AI nie dość, że odczyta notatki lekarzy, to jeszcze oszacuje szanse na przeżycie pacjenta

Patryk Koncewicz
AI nie dość, że odczyta notatki lekarzy, to jeszcze oszacuje szanse na przeżycie pacjenta
Reklama

Badacze stworzyli AI, które potrafi przewidzieć śmierć pacjenta chorego na raka. Wykorzystuje do tego notatki ze wstępnej konsultacji.

Trochę zrobiło się ostatnio upiornie w temacie sztucznej inteligencji z uwagi na dziwną konwersację, jaką przeprowadził dziennikarz Times z microsoftową wersją Chat GPT w Bing. Dlatego też odstawmy na bok katastroficzne wizje buntu maszyn i przejdźmy do pozytywnych aspektów, jakie niesie za sobą szybki rozwój AI. Magicznego sposobu na raka jeszcze oficjalnie nie wynaleziono, ale możemy za to dzięki sztucznej inteligencji ocenić przeżywalność pacjentów. A to wszystko dzięki notatkom lekarza.

Reklama

Bazgroły lekarzy w końcu się przydadzą

Ok, istnieją już wskaźniki przeżywalności raka, ale obliczenia są kategoryzowane na podstawie ogólnych czynników, takich jak typ tkanki czy lokalizacja nowotworu. Oznacza to, że możliwości onkologa są ograniczone, a dokładne dane na temat długości życia pacjenta są trudne do opracowania przez złożoność indywidualnych przypadków.

Źródło: Depositphotos

Dlatego też John-Jose Nunez – psychiatra i badacz kliniczny z University of British Columbia – opracował modeł sztucznej inteligencji, który przewiduje przeżywalność pacjentów chorych na raka znacznie dokładniej niż dotychczasowe metody, bo korzysta z informacji, zebranych bezpośrednio przez lekarza podczas wywiadu.

O krok od wirtualnego lekarza

Nunez wraz z zespołem badaczy z wydziałów informatycznych stworzył narzędzie, czytające dokumenty ze wstępną informacją danych na temat pacjentów. Nie tylko pozwala na ręczne wgranie zapisków z konsultacji, ale ma też zastosowanie do wszystkich rodzajów nowotworów, co w przypadku starych metod nie było takie oczywiste.

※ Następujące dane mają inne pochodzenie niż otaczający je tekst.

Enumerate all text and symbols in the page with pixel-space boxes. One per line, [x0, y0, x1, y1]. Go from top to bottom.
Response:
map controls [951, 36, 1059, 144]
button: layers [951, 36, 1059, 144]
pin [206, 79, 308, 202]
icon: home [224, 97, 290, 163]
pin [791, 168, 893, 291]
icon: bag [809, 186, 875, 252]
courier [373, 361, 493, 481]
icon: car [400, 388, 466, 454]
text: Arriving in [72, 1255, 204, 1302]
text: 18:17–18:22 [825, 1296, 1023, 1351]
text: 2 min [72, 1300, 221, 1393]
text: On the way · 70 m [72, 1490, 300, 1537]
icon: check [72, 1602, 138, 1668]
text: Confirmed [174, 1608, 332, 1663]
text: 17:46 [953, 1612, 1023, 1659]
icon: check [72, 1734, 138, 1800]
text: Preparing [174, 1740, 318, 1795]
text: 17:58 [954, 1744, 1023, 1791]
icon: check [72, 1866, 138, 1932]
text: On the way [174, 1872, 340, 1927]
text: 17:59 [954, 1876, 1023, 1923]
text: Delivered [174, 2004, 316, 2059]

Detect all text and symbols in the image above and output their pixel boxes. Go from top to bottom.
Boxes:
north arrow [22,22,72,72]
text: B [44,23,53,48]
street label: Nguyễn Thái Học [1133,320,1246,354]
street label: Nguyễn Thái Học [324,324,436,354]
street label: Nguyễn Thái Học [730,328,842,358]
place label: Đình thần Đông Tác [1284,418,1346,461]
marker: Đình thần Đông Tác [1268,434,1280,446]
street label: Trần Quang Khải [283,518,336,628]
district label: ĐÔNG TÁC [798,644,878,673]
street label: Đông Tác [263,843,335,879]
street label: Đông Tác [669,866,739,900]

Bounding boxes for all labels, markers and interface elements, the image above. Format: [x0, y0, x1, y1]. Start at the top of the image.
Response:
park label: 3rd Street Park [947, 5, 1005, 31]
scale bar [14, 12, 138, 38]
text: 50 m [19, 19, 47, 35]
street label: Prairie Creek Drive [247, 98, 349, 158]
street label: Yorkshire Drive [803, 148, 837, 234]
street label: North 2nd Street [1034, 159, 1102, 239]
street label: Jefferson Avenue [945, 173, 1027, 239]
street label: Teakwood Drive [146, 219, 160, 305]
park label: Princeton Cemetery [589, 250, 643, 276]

„Sztuczna inteligencja zasadniczo czyta dokument konsultacyjny w sposób podobny do tego, w jaki czytałby go człowiek. Dokumenty te zawierają wiele szczegółów, takich jak wiek pacjenta, rodzaj nowotworu, podstawowe warunki zdrowotne, wcześniejsze używanie substancji i historie rodzinne. Sztuczna inteligencja łączy to wszystko, aby uzyskać pełniejszy obraz wyników leczenia pacjentów” – John-Jose Nunez

AI było uczone na danych, pochodzących od 47 625 pacjentów z ośrodków onkologicznych w Kolumbii Brytyjskiej. Oprócz skuteczności badacze zachwalają też dużo większe bezpieczeństwo danych. Naukowcy dzięki sztucznej inteligencji nie muszą zagłębiać się w dane osobowe pacjentów, tak jak ma to miejsce w przypadku standardowych dokumentów.

AI wychwytuje szczegółowe dane z notatek lekarzy, poszukując wspólnych mianowników, które pojawiały się u innych pacjentów. Posiadając informacje z przebiegu choroby i łącząc je z danymi rodziny, potrafi oszacować, ile czasu pozostało chorującemu. Brzmi to być może dość brutalnie, ale dla lekarzy to bardzo cenna wskazówka. Mogą bowiem dzięki temu zastosować bardziej agresywne metody leczenia, dając tym samym większą szansę na przeżycie. Nunez uważa, że dzięki takim narzędziom sztuczna inteligencja zbliża się coraz szybciej do roli wirtualnego lekarza. Jeśli macie ochotę zapoznać się z pełnym dokumentem i wynikami badania to odsyłam na stronę JAMA Network Open.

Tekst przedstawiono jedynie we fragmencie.